Tambien posee otras caracteristicas, como grabador de sonidos, convertidor de audio y otros.

La principal característica es la simplicidad... no me vengan con eso de bibliotecas, pestañas, arboles por autor, titulo, disco, etc... nunca entendí esas cosas.... pero con el AIMP, vá como piña!

Además, el mismo instalador permite la aplicación Portable!
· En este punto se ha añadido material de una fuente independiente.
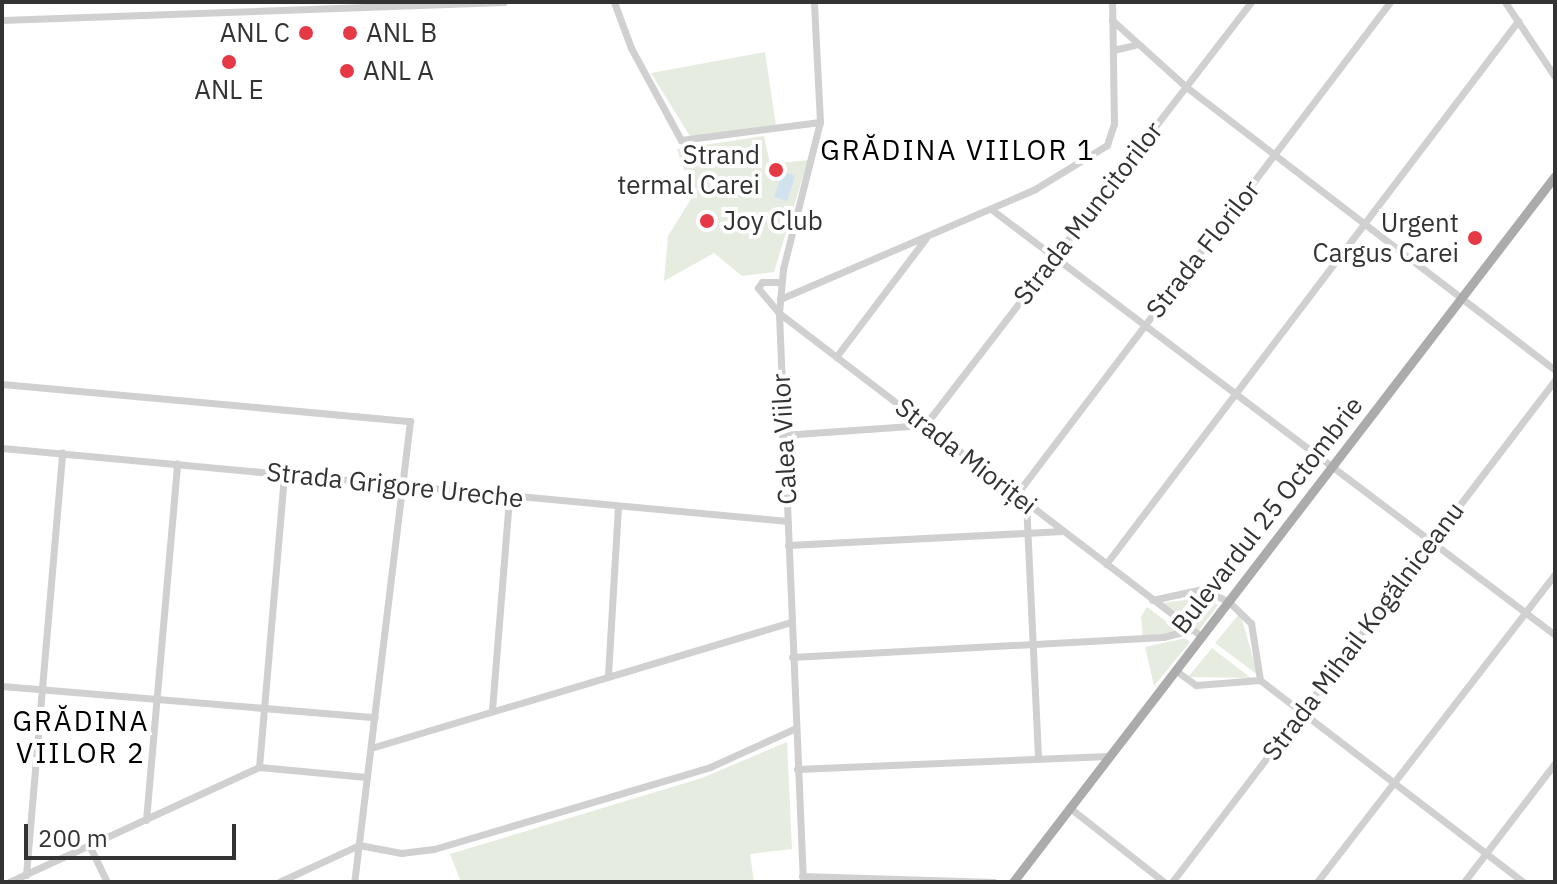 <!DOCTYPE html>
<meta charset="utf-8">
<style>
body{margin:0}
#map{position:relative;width:1557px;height:884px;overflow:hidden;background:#fff;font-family:"IBM Plex Sans",sans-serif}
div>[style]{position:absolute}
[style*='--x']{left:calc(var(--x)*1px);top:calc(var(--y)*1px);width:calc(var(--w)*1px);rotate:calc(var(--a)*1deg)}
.green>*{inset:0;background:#e6ecdf}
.water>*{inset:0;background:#cfe2ee}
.round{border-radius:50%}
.minor>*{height:7px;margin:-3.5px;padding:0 3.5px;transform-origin:3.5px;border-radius:3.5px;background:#d0d0d0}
.major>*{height:9px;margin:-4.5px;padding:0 4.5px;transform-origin:4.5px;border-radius:4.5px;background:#ababab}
.dots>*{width:22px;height:22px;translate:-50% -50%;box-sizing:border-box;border:4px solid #fff;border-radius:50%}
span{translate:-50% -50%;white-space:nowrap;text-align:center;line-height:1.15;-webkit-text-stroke:8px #fff;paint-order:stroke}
.poi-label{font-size:26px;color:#333}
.right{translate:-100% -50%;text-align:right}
.left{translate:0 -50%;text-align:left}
.street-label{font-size:26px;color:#333}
.neighbourhood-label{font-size:28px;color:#000;letter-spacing:2px}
.frame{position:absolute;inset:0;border:4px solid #333;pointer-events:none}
.scale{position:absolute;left:24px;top:824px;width:212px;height:36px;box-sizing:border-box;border:4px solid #333;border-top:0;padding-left:10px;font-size:24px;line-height:28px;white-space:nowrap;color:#333;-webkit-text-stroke:6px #fff;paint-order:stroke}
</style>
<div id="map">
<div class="green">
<i style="clip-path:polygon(765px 52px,776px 126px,691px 138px,651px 73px)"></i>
<i style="clip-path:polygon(764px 136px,770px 164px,808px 160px,774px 272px,742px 276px,714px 253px,664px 281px,668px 236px,693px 196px,677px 149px)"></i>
<i style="clip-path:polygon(1206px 597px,1218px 605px,1198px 632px,1162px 603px)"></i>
<i style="clip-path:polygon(1147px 607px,1179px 631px,1143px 639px,1141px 616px)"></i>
<i style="clip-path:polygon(1240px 613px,1258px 675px,1215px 643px)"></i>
<i style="clip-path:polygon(1186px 638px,1190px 642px,1154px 686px,1145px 647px)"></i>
<i style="clip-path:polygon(1212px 648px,1251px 678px,1188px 677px)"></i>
<i style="clip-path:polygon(787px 742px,792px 849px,750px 854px,754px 882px,461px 882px,450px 854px,702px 778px)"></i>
</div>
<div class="water">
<i style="clip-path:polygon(783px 171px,795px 176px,787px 201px,774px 197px)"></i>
<i class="round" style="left:735px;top:176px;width:22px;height:22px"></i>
</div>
<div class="minor">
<i style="--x:614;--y:2;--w:49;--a:69.7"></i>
<i style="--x:631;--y:48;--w:105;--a:61.5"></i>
<i style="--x:681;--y:140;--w:140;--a:-7.4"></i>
<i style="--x:1505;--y:2;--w:90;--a:56.3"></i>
<i style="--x:2;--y:20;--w:502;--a:-2.05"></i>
<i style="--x:1112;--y:20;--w:98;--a:42.1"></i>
<i style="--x:1185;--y:86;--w:466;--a:37.5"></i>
<i style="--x:1113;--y:50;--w:22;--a:-13"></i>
<i style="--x:991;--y:209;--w:707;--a:37.06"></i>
<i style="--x:781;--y:282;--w:19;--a:180"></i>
<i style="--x:762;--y:282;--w:7;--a:124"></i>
<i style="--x:758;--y:288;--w:33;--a:50"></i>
<i style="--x:779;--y:313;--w:531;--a:37.43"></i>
<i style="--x:780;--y:299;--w:278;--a:-23.3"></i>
<i style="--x:1035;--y:189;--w:84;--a:-31.4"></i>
<i style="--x:1107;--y:145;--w:22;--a:-72"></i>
<i style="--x:1114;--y:124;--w:122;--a:-90.9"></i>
<i style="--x:836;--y:357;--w:149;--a:-52.9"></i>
<i style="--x:2;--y:384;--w:410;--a:5.2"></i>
<i style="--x:410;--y:421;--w:464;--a:96.9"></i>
<i style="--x:782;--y:435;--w:143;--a:-4"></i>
<i style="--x:925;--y:425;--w:534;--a:-52.38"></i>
<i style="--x:2;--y:448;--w:789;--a:5.31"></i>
<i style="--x:1016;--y:495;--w:619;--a:-52.82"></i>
<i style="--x:1026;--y:502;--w:255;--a:87.3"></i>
<i style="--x:788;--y:545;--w:275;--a:-2.9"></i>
<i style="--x:1106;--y:564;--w:682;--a:-52.81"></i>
<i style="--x:1152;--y:600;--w:52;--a:-12.2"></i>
<i style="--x:1203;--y:589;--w:28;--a:26"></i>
<i style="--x:1228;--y:601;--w:32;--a:44"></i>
<i style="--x:1251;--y:623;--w:58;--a:81"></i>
<i style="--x:792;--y:657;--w:372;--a:-3.1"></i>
<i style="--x:1163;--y:637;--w:29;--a:-14"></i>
<i style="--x:1175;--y:670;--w:26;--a:36"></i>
<i style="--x:1196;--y:685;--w:64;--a:-4.5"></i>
<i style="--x:608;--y:675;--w:168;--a:-86.6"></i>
<i style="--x:1260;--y:680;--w:332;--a:37.5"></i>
<i style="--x:2;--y:686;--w:374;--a:4.8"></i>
<i style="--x:492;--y:710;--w:214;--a:-85.4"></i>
<i style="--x:371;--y:748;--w:438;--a:-16.7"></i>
<i style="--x:259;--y:767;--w:294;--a:-85.1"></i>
<i style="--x:797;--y:769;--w:312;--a:-2.4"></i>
<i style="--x:1070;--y:808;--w:120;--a:38.2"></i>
<i style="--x:146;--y:820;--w:358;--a:-85"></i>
<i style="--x:89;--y:845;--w:41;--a:64.1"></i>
<i style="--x:359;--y:845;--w:43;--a:10.8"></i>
<i style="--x:401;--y:853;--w:33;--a:-7"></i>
<i style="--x:434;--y:849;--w:288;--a:-16.5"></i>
<i style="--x:710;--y:767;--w:94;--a:-24.4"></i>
<i style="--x:26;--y:875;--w:424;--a:-85.1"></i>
<i style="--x:802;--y:876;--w:192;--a:1.8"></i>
<i style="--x:9;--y:882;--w:275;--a:-24.7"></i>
<i style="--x:259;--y:767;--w:108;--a:5.3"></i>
<i style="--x:279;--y:882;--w:88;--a:-24.8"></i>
<i style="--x:803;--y:882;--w:570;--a:-92.42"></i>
<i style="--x:779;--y:313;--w:44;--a:-84.8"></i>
<i style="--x:783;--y:269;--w:152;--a:-75.9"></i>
<i style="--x:820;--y:122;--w:120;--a:-92.9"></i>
<i style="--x:1172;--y:882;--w:631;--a:-52.66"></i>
<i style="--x:1317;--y:882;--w:389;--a:-52.3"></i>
<i style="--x:1464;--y:882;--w:150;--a:-52.6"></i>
</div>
<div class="major">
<i style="--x:1013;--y:882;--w:890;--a:-52.49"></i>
</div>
<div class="dots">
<i style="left:306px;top:33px;background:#e63946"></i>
<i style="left:350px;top:33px;background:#e63946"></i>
<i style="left:229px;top:62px;background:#e63946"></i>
<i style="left:347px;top:71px;background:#e63946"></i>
<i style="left:776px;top:170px;background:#e63946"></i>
<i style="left:707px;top:221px;background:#e63946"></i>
<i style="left:1475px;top:238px;background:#e63946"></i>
</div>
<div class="poi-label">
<span class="right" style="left:290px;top:33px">ANL C</span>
<span class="left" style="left:366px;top:33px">ANL B</span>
<span class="left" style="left:363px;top:71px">ANL A</span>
<span style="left:229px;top:90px">ANL E</span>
<span class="right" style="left:760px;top:170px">Strand<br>termal Carei</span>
<span class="left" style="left:723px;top:221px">Joy Club</span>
<span class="right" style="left:1459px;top:238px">Urgent<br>Cargus Carei</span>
</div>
<div class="street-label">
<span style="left:1088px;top:213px;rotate:-52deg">Strada Muncitorilor</span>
<span style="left:1203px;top:249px;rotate:-52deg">Strada Florilor</span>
<span style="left:784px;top:439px;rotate:-93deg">Calea Viilor</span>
<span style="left:966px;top:456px;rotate:38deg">Strada Mioriței</span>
<span style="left:395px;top:485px;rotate:6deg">Strada Grigore Ureche</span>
<span style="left:1267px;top:515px;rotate:-52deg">Bulevardul 25 Octombrie</span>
<span style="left:1363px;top:631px;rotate:-53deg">Strada Mihail Kogălniceanu</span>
</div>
<div class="neighbourhood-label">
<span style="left:958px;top:150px">GRĂDINA VIILOR 1</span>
<span style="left:81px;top:737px">GRĂDINA<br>VIILOR 2</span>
</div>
<div class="frame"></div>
<div class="scale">200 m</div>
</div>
Realmente.... Pruebenlo... no es joda...

/*Esto no es obligatorio leerlo 
Otra gran característica del Aimp, es que al minimizarlo, se achica pero se mantiene en pantalla, esto me resultó muy util en el trabajo, porque tenía oficina compartida. Al ser tamaño infimo, no molestaba en el uso de PC, y al estár siempre "arriba" de todos los programas, me permitia bajar el volumen ni bien veía entrar a mi jefe (no por rebelde, simplemente no nos gusta la misma música) Con el Reproductor de Windows Media, esto era una molestia porque tardaba en cargar y pasar de ventana en ventana */


----------



## mnicolau (Jul 13, 2009)

Excelente reproductor el Aimp, lo adopté definitivamente hace tiempo ya (venía de Winamp), completo, simple y funcional.... ah... y gratis.

Saludos


----------



## electrodan (Jul 21, 2009)

Yo utilizo el VLC.


----------



## osk_rin (Jul 22, 2009)

electrodan.

el vlc esta muy bueno se me hace que, de todos lo reproductores que e usado en linux es el que mejor, que integra un ecualizador que realmente funciona jeje 

pero tabien esta bueno el bashee, y el xmms, el amarock no me gusta mucho y no me gusta como corre en Gnome

saludos...


----------



## electrodan (Jul 22, 2009)

Que curioso, el VLC que yo uso tiene un bug en el ecualizador. Supongo que tendría que reportarlo o algo por el estilo.


----------



## osk_rin (Jul 22, 2009)

ooooo si!

se me paso ese detalle, sucede que ecualizas, una cancion o video, pero con solo cambiar de cancion 
o video esa ecualizacion que hicicte, desaparece y todo queda en cero?

ami me pasaba eso, ahorita actualmente no tengo instalado linux 


saludos.


----------